Cryptocurrencies such as Bitcoin and smart contract platforms like Ethereum are recent examples of the evolution of consensus algorithms blockchain represents. Consensus, getting distributed processes to agree on a single value, is a fundamental problem in computer science. Distributed processing is difficult. In fact, there are logical proofs that show pretty conclusively that there won’t be a single perfect algorithm for handling consensus in an asynchronous system made of imperfect nodes. As long as there is the possibility of a fault, there is a certainty of a problem.
It’s important to have a solid understanding of the fundamentals since we are tasked with identifying an imperfect consensus algorithm sufficient for complex distributed use cases. First, we’ll discuss consensus algorithms. Next, we’ll look into current algorithms addressing byzantine fault tolerance, followed by emerging algorithms. With that overview of the landscape, we can start to get a handle on selecting an algorithm for a particular use case. We’ll wrap up by looking through a glass darkly about what might be.

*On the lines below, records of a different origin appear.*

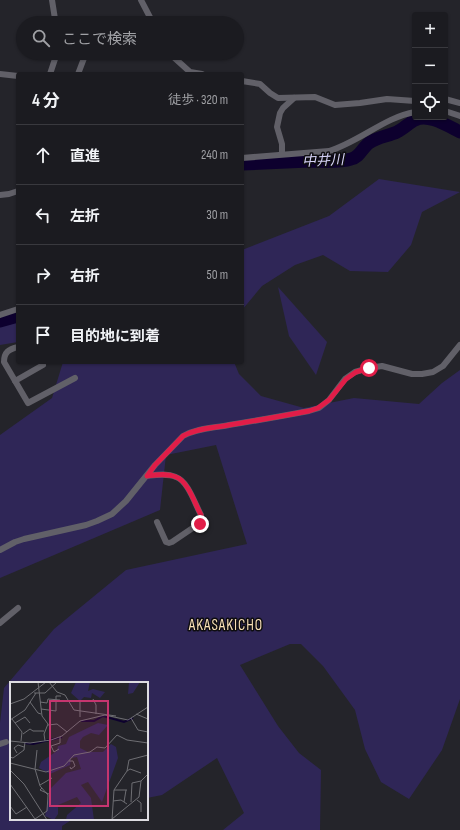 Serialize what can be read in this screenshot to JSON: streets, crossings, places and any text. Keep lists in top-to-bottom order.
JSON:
{
  "districts": ["AKASAKICHO"],
  "water": ["中井川"],
  "page": {
    "map_buttons": ["+", "−"],
    "search": "ここで検索",
    "heading": ["4 分", "徒歩 · 320 m"],
    "list": [
      ["直進", "240 m"],
      ["左折", "30 m"],
      ["右折", "50 m"],
      "目的地に到着"
    ]
  }
} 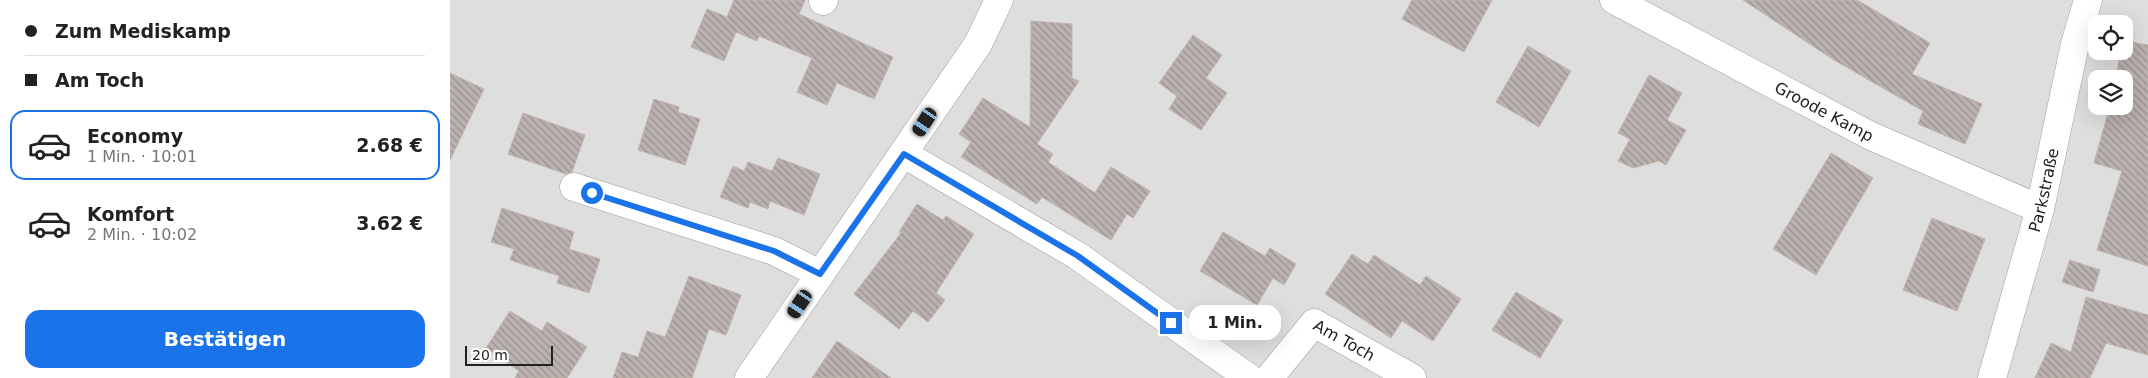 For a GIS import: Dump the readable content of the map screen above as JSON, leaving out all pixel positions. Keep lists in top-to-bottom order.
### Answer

Brave New Error-Prone World
We have now fast-forwarded about twenty years into the future since Paxos first came around. In this brave new world, software is really awful. Treating a fault as a result of simple server failure rather than malicious or even poorly tested code is impractical. More and more trust and money is being placed on systems less and less deserving of either. Castro and Liskov’s Practical Byzantine Fault Tolerance was the first workable approach for managing byzantine fault tolerance in an asynchronous network by building on the work done using Fred Schneider’s replicated state machines and lessons learned from Paxos.
PBFT implements state machine replication using a primary and secondary replica, where it’s the job of the secondary to constantly monitor the primary for sanity and liveness and switch over to a new primary if necessary. Each server is a deterministic state machine, starts at the same initial state and is identified by a unique integer. The system model still assumes an asynchronous distributed system where messages may be delayed, duplicated or delivered out of order. However, now public-key cryptography is used to prevent message tampering, corruption or spoofing. While the network size of a system that can tolerate fail-stop failure is 2f + 1, PBFT assumes a network size of 3f + 1 so we do need to throw some money at the problem. The adversary model can now assume the ability to coordinate faulty replicas and delay communications (but not indefinitely) but the cryptography cannot be broken. A client sends requests to the primary but it is assumed that these messages are sent synchronously. The primary validates the request and initiates the 3-phase protocol to ensure consensus among all (non-faulty) replicas. The replicas execute the request and send result directly to the client who accepts the result after receiving f + 1 identical replies.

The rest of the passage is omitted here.